__Activity__
Without including the pictures, copy each line below exactly as it reads.

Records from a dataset
□ □ □ □

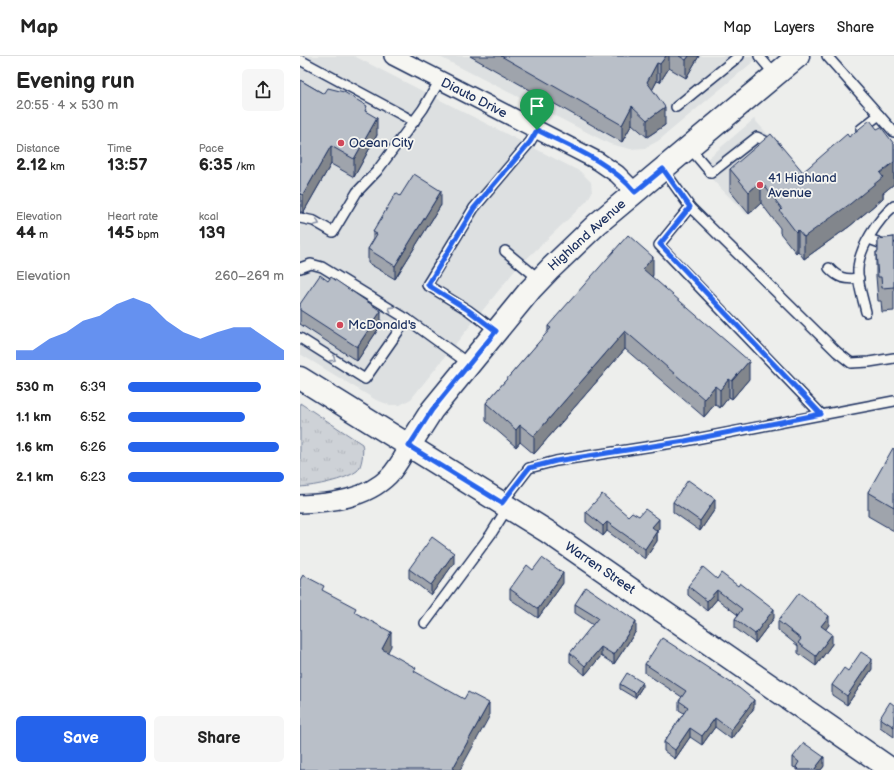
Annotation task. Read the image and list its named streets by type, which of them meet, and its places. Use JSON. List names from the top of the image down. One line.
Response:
{"streets":{"main road":["Highland Avenue","Warren Street"],"street":["Diauto Drive"]},"crossings":[["Diauto Drive","Highland Avenue"],["Highland Avenue","Warren Street"]],"places":["Ocean City","41 Highland Avenue","McDonald's"],"page":{"header":"Map","nav":["Map","Layers","Share"],"heading":["Evening run","20:55 · 4 × 530 m"],"stats":[["Distance","2.12 km"],["Time","13:57"],["Pace","6:35 /km"],["Elevation","44 m"],["Heart rate","145 bpm"],["kcal","139"]],"chart":["Elevation","260–269 m"],"list":[{"name":"530 m","note":"6:39"},{"name":"1.1 km","note":"6:52"},{"name":"1.6 km","note":"6:26"},{"name":"2.1 km","note":"6:23"}],"buttons":["Save","Share"]}}
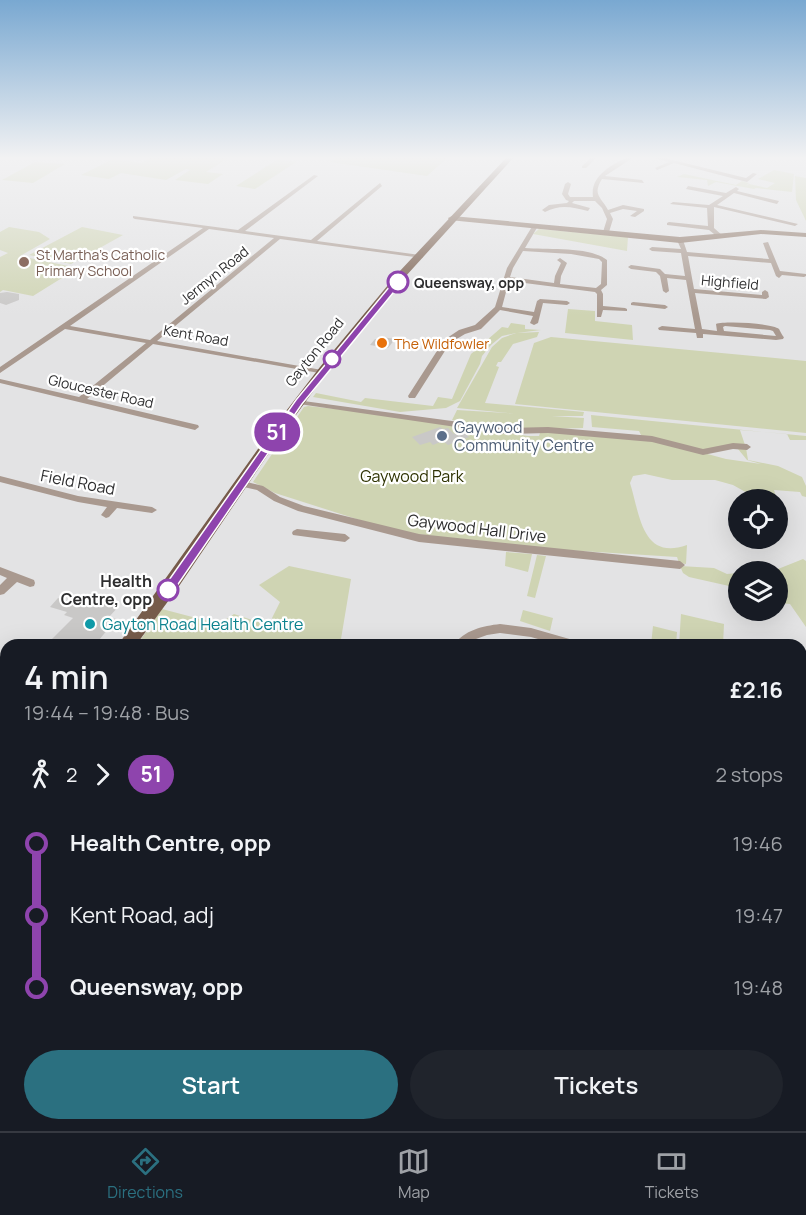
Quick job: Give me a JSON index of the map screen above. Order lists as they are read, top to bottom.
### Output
{
  "streets": {
    "main road": ["Gayton Road"],
    "street": [
      "Jermyn Road",
      "Highfield",
      "Kent Road",
      "Gloucester Road",
      "Field Road",
      "Gaywood Hall Drive"
    ]
  },
  "crossings": [
    ["Jermyn Road", "Kent Road"],
    ["Jermyn Road", "Gloucester Road"],
    ["Kent Road", "Gayton Road"],
    ["Gayton Road", "Gaywood Hall Drive"]
  ],
  "parks": ["Gaywood Park"],
  "places": [
    "St Martha's Catholic Primary School",
    "Queensway, opp",
    "The Wildfowler",
    "Gaywood Community Centre",
    "Health Centre, opp",
    "Gayton Road Health Centre"
  ],
  "lines": ["bus line 51"],
  "page": {
    "on_map": "51",
    "heading": ["4 min", "19:44 – 19:48 · Bus", "£2.16"],
    "legs": ["2", "51", "2 stops"],
    "list": [
      {
        "name": "Health Centre, opp",
        "value": "19:46"
      },
      {
        "name": "Kent Road, adj",
        "value": "19:47"
      },
      {
        "name": "Queensway, opp",
        "value": "19:48"
      }
    ],
    "buttons": ["Start", "Tickets"],
    "tabs": ["Directions", "Map", "Tickets"]
  }
}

□ □ □ □

__Task answer__
Annotation task. Read the image and list its named streets by type, which of them meet, and its places. Use JSON. List names from the top of the image down. One line.
Response:
{"streets":{"main road":["Highland Avenue","Warren Street"],"street":["Diauto Drive"]},"crossings":[["Diauto Drive","Highland Avenue"],["Highland Avenue","Warren Street"]],"places":["Ocean City","41 Highland Avenue","McDonald's"],"page":{"header":"Map","nav":["Map","Layers","Share"],"heading":["Evening run","20:55 · 4 × 530 m"],"stats":[["Distance","2.12 km"],["Time","13:57"],["Pace","6:35 /km"],["Elevation","44 m"],["Heart rate","145 bpm"],["kcal","139"]],"chart":["Elevation","260–269 m"],"list":[{"name":"530 m","note":"6:39"},{"name":"1.1 km","note":"6:52"},{"name":"1.6 km","note":"6:26"},{"name":"2.1 km","note":"6:23"}],"buttons":["Save","Share"]}}
Quick job: Give me a JSON index of the map screen above. Order lists as they are read, top to bottom.
### Output
{
  "streets": {
    "main road": ["Gayton Road"],
    "street": [
      "Jermyn Road",
      "Highfield",
      "Kent Road",
      "Gloucester Road",
      "Field Road",
      "Gaywood Hall Drive"
    ]
  },
  "crossings": [
    ["Jermyn Road", "Kent Road"],
    ["Jermyn Road", "Gloucester Road"],
    ["Kent Road", "Gayton Road"],
    ["Gayton Road", "Gaywood Hall Drive"]
  ],
  "parks": ["Gaywood Park"],
  "places": [
    "St Martha's Catholic Primary School",
    "Queensway, opp",
    "The Wildfowler",
    "Gaywood Community Centre",
    "Health Centre, opp",
    "Gayton Road Health Centre"
  ],
  "lines": ["bus line 51"],
  "page": {
    "on_map": "51",
    "heading": ["4 min", "19:44 – 19:48 · Bus", "£2.16"],
    "legs": ["2", "51", "2 stops"],
    "list": [
      {
        "name": "Health Centre, opp",
        "value": "19:46"
      },
      {
        "name": "Kent Road, adj",
        "value": "19:47"
      },
      {
        "name": "Queensway, opp",
        "value": "19:48"
      }
    ],
    "buttons": ["Start", "Tickets"],
    "tabs": ["Directions", "Map", "Tickets"]
  }
}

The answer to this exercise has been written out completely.